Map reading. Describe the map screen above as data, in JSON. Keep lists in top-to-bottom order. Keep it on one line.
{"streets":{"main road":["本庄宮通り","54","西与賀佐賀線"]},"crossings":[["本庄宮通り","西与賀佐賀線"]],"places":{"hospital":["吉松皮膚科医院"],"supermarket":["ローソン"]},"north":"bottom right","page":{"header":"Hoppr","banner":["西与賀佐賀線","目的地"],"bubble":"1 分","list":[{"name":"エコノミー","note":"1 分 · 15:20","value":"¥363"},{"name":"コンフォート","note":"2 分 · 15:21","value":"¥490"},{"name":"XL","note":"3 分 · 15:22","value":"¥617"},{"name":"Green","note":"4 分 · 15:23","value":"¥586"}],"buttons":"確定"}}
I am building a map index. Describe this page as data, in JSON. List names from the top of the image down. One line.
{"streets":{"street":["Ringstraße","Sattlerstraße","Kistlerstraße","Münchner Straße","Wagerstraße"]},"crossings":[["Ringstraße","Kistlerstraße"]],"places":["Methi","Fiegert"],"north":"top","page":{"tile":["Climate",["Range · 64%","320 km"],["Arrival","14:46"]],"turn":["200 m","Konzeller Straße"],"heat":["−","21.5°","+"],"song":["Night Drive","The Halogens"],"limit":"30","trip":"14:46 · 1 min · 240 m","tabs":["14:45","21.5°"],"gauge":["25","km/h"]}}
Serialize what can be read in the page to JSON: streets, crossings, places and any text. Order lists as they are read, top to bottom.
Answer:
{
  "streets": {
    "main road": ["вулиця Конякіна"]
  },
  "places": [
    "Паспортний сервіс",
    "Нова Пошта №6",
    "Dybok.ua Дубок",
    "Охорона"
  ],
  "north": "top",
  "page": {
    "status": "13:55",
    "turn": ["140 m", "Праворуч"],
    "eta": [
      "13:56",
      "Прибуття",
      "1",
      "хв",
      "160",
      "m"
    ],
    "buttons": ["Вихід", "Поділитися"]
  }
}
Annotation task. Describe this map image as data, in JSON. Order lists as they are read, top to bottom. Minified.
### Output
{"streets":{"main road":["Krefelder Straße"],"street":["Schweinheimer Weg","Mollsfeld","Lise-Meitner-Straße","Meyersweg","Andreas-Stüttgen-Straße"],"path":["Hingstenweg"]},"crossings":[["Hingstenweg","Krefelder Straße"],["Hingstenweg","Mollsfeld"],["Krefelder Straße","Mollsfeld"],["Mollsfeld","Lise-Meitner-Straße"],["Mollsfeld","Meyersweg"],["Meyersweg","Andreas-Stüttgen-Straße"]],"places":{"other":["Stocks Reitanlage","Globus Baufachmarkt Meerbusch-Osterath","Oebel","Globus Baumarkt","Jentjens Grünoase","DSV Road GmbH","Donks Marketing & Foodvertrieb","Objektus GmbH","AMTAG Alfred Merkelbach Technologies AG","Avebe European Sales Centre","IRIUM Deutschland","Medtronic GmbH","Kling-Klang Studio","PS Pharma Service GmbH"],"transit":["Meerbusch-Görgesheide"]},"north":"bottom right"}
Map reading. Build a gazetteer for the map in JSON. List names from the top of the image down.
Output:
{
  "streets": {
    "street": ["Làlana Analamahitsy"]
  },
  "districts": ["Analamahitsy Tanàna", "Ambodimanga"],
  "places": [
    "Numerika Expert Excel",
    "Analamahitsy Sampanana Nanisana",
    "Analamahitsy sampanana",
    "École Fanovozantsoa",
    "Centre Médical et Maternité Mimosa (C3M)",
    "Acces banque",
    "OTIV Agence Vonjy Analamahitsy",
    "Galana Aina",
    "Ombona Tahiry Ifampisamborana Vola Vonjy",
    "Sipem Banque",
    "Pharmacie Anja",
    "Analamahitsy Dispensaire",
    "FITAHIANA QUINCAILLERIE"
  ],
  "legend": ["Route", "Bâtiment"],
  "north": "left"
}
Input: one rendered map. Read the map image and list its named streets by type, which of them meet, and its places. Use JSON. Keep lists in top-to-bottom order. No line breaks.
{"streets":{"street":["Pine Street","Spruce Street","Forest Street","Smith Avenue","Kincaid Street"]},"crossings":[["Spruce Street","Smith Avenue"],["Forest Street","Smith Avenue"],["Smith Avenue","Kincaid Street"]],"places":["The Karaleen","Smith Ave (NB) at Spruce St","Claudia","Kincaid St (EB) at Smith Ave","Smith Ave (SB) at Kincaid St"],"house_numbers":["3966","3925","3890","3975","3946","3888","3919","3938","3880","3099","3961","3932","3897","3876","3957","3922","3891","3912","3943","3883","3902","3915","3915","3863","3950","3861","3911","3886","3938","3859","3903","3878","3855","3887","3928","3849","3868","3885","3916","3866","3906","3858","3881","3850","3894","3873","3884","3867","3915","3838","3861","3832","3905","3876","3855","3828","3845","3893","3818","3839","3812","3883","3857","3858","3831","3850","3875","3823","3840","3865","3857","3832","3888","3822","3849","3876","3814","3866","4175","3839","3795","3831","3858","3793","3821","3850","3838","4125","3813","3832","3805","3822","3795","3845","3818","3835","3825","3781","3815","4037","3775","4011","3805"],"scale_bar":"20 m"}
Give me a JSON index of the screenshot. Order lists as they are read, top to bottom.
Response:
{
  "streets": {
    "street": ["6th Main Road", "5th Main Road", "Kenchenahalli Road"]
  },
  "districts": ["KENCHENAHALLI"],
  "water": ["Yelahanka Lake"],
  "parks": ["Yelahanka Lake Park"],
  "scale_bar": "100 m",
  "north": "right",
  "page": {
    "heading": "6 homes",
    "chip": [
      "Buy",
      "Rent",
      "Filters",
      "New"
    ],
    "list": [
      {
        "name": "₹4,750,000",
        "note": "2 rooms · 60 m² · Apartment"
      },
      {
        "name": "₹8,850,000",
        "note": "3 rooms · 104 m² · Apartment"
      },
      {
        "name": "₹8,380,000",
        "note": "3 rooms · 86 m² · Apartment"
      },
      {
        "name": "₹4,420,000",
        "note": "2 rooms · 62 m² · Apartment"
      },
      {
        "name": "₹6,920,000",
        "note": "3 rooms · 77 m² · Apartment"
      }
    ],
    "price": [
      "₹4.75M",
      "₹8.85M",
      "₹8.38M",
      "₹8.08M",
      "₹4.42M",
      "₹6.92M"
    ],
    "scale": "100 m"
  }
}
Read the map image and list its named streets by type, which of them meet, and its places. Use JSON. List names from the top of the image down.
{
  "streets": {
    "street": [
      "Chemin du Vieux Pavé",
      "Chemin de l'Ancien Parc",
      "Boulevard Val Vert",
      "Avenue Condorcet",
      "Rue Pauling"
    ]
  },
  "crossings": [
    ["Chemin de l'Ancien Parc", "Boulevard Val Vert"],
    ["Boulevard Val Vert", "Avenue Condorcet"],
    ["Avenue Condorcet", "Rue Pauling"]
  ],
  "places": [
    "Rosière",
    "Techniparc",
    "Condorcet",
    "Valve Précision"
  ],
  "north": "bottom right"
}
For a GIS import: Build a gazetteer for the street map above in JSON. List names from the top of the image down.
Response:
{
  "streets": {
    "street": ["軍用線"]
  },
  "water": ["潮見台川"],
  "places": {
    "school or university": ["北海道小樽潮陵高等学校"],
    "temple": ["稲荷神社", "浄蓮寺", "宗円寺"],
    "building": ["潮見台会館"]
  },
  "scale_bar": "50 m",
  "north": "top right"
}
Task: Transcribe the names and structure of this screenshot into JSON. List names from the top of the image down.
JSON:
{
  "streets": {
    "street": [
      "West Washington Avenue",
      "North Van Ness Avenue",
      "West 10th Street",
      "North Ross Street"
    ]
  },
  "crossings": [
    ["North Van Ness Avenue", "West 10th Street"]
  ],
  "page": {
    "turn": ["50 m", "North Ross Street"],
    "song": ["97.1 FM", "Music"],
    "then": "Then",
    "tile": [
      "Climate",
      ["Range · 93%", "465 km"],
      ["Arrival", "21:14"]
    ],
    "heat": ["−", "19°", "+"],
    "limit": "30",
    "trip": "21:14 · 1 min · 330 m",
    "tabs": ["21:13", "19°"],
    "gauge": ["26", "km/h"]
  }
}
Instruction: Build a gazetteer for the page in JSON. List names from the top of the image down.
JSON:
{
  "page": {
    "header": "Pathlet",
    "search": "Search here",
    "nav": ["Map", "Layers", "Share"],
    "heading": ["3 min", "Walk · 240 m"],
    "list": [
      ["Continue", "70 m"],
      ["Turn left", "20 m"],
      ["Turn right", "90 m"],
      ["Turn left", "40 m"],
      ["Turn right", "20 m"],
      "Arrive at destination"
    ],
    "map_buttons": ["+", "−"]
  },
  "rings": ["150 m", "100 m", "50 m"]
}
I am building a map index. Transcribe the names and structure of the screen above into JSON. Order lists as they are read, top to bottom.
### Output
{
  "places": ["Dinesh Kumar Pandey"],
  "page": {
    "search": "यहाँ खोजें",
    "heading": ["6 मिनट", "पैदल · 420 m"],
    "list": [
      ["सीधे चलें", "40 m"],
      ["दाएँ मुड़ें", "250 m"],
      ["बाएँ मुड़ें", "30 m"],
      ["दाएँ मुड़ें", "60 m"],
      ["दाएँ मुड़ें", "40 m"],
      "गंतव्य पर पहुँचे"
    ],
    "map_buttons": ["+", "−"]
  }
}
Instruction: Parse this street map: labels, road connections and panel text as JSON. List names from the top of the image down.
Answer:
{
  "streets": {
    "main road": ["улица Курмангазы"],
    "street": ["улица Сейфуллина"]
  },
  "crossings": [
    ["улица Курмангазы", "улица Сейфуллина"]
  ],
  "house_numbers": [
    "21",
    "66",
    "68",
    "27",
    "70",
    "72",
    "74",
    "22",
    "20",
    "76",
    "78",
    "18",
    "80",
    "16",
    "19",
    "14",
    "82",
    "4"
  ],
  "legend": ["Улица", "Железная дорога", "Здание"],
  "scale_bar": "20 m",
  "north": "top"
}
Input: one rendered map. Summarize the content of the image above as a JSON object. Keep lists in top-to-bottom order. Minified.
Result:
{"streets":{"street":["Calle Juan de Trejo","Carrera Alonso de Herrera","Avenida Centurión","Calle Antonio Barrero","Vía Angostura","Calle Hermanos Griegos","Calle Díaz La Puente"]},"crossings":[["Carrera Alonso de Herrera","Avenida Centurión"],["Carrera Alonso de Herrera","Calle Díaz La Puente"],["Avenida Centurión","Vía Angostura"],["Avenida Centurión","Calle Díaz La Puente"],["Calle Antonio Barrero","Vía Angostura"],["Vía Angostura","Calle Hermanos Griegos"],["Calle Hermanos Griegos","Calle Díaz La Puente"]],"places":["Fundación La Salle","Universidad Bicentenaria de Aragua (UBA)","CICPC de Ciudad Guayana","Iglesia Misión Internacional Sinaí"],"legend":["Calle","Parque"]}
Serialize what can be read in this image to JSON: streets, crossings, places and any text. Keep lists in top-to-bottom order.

### Task objective
Respond with a single number: the count of lines in the entries above that contain the string "into".

### The answer
2